▶ About this task
Please filter the listing for the string "مسجد" and copy each matching line.

▶ Extracted information
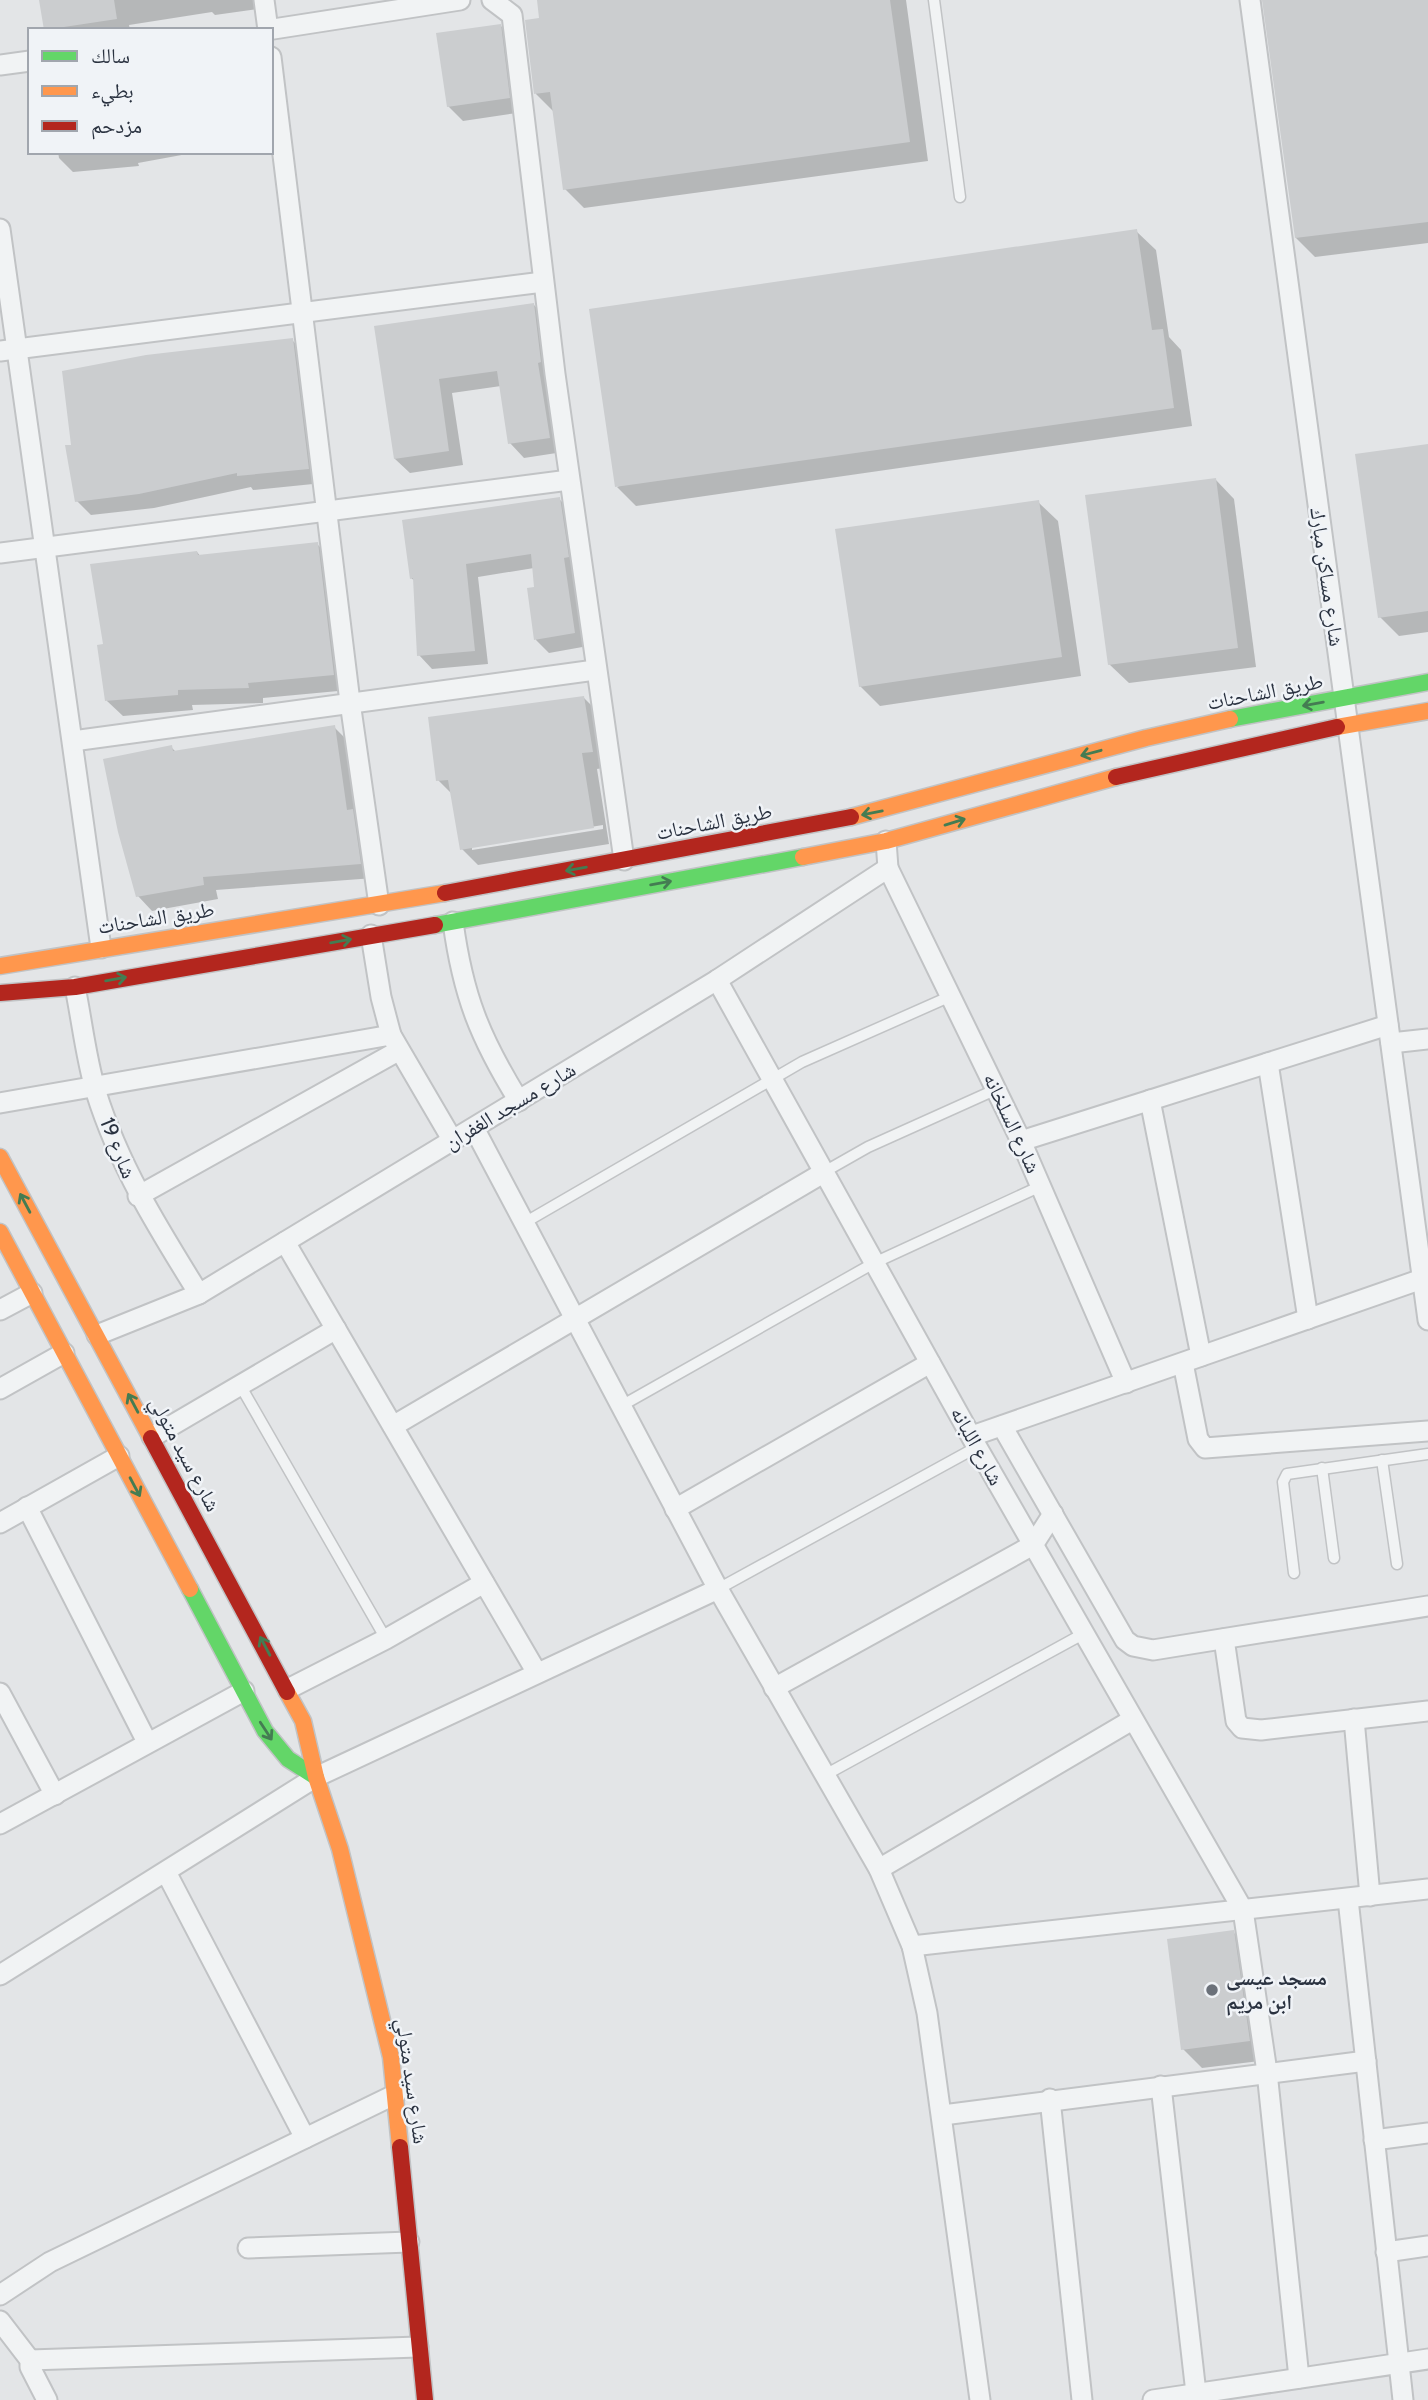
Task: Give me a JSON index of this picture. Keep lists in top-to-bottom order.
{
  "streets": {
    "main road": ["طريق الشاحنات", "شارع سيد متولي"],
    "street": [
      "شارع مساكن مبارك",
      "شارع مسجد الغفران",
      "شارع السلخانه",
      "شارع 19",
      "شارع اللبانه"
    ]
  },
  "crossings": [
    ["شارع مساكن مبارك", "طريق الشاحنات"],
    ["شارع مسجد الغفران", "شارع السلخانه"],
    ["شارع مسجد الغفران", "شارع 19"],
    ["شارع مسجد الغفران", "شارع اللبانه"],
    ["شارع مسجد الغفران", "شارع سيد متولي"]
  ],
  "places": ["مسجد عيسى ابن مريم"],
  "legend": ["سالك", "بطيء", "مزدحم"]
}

▶ Worked solution
      "شارع مسجد الغفران",
    ["شارع مسجد الغفران", "شارع السلخانه"],
    ["شارع مسجد الغفران", "شارع 19"],
    ["شارع مسجد الغفران", "شارع اللبانه"],
    ["شارع مسجد الغفران", "شارع سيد متولي"]
  "places": ["مسجد عيسى ابن مريم"],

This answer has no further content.